Multi-datacenter deployments with NetworkTopologyStrategy survive DC failures. Single-DC deployments face complete outage until the datacenter recovers or data is restored elsewhere.

Region Failure

Geographic-scale events affecting multiple datacenters:

Regional power grid failure
Major natural disaster (earthquake affecting multiple facilities)
Regional network backbone failure
Political or regulatory action affecting a jurisdiction

Multi-region deployments provide protection, but most organizations run Cassandra within a single region for latency reasons.

Human Errors¶

Human error causes more data loss incidents than hardware failures. Unlike hardware failures, human errors typically affect all replicas simultaneously—replication provides no protection.

Accidental Data Deletion

-- Intended: Delete inactive users from staging
DELETE FROM staging.users WHERE active = false;

-- Actual: Connected to production
DELETE FROM production.users WHERE active = false;

The deletion replicates to all nodes. By the time the error is discovered, all replicas consistently reflect the data loss.

Accidental Schema Changes

-- Intended: Drop unused table in development
DROP TABLE dev_keyspace.temp_analytics;

-- Actual: Dropped production table
DROP TABLE prod_keyspace.analytics;

Schema changes are immediate and cluster-wide. The auto_snapshot feature (enabled by default) creates a snapshot before DROP operations, providing a recovery path—but only if the operator knows it exists and acts before the snapshot is cleared.
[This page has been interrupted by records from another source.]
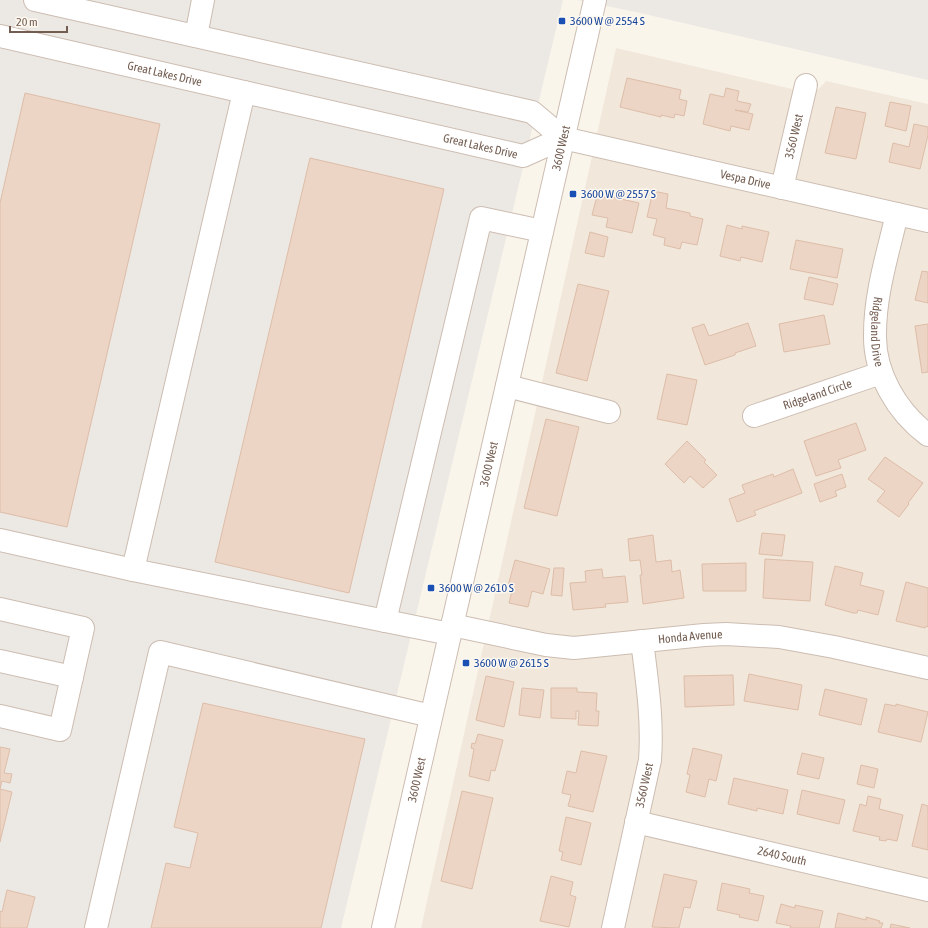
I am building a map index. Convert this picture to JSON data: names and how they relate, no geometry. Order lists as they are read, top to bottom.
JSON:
{
  "streets": {
    "street": [
      "Great Lakes Drive",
      "3560 West",
      "3600 West",
      "Vespa Drive",
      "Ridgeland Drive",
      "Ridgeland Circle",
      "Honda Avenue",
      "2640 South"
    ]
  },
  "crossings": [
    ["Great Lakes Drive", "3600 West"],
    ["Great Lakes Drive", "Vespa Drive"],
    ["3560 West", "Vespa Drive"],
    ["3560 West", "Honda Avenue"],
    ["3560 West", "2640 South"],
    ["3600 West", "Vespa Drive"],
    ["3600 West", "Honda Avenue"],
    ["Vespa Drive", "Ridgeland Drive"],
    ["Ridgeland Drive", "Ridgeland Circle"]
  ],
  "places": {
    "transit": [
      "3600 W @ 2554 S",
      "3600 W @ 2557 S",
      "3600 W @ 2610 S",
      "3600 W @ 2615 S"
    ]
  },
  "scale_bar": "20 m"
}
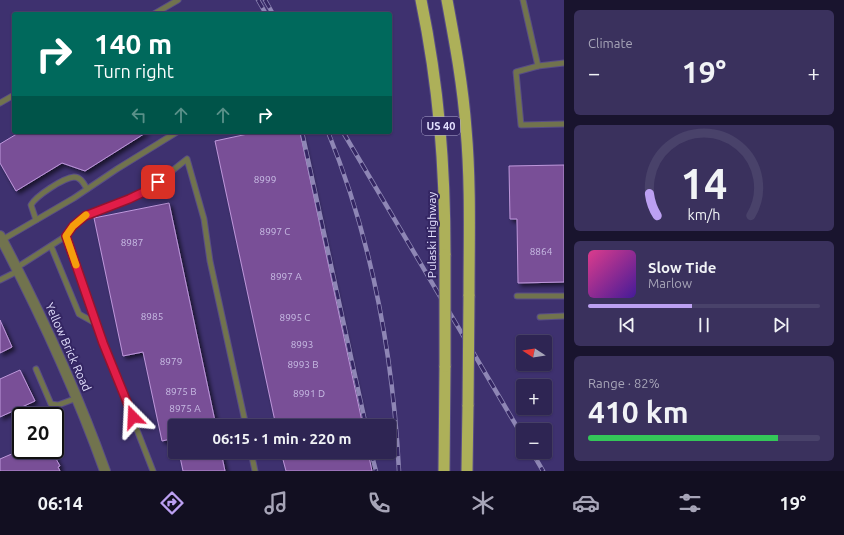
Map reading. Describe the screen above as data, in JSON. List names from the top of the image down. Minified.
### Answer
{"streets":{"highway":["US 40","Pulaski Highway"],"street":["Yellow Brick Road"]},"house_numbers":["8999","8997 C","8987","8864","8997 A","8985","8995 C","8993","8979","8993 B","8975 B","8991 D","8975 A"],"north":"left","page":{"tile":["Climate",["Range · 82%","410 km"]],"turn":["140 m","Turn right"],"heat":["−","19°","+"],"song":["Slow Tide","Marlow"],"map_buttons":["+","−"],"limit":"20","trip":"06:15 · 1 min · 220 m","tabs":["06:14","19°"],"gauge":["14","km/h"]}}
Destructive Maintenance Operations

# Intended: Clean up old snapshots on staging node
nodetool clearsnapshot -t old_backup

# Actual: Ran on production, cleared critical backup

# Intended: Remove test keyspace data
rm -rf /var/lib/cassandra/data/test_keyspace

# Actual: Typo removed production data
rm -rf /var/lib/cassandra/data/prod_keyspace

Application Bugs

Code deploying to production with incorrect DELETE or UPDATE logic
Migration scripts with bugs affecting production data
Race conditions causing data corruption
Serialization bugs writing malformed data

Application-level corruption is particularly insidious: the bad data replicates normally, and the problem may not be detected until significant damage has occurred.

Configuration Errors

Incorrect gc_grace_seconds causing premature tombstone removal
Wrong replication factor leaving data under-replicated
Misconfigured compaction causing data loss during cleanup
Authentication changes locking out all users

External Threats¶

Ransomware and Malware

Malicious software encrypting or deleting database files. Ransomware specifically targets backup systems to prevent recovery, making off-site, air-gapped backups essential.

Security Breaches

Attackers with database access may:

Delete data to cover tracks
Corrupt data as sabotage
Exfiltrate and then delete data
Modify data for fraud

Insider Threats

Malicious actions by employees or contractors with legitimate access:

Deliberate data destruction (disgruntled employee)
Data theft followed by deletion
Sabotage during organizational disputes

Backup and Recovery Theory¶

Enterprise backup strategies are defined by measurable objectives that align technical capabilities with business requirements.

Recovery Point Objective (RPO)¶

RPO defines the maximum acceptable data loss, measured in time.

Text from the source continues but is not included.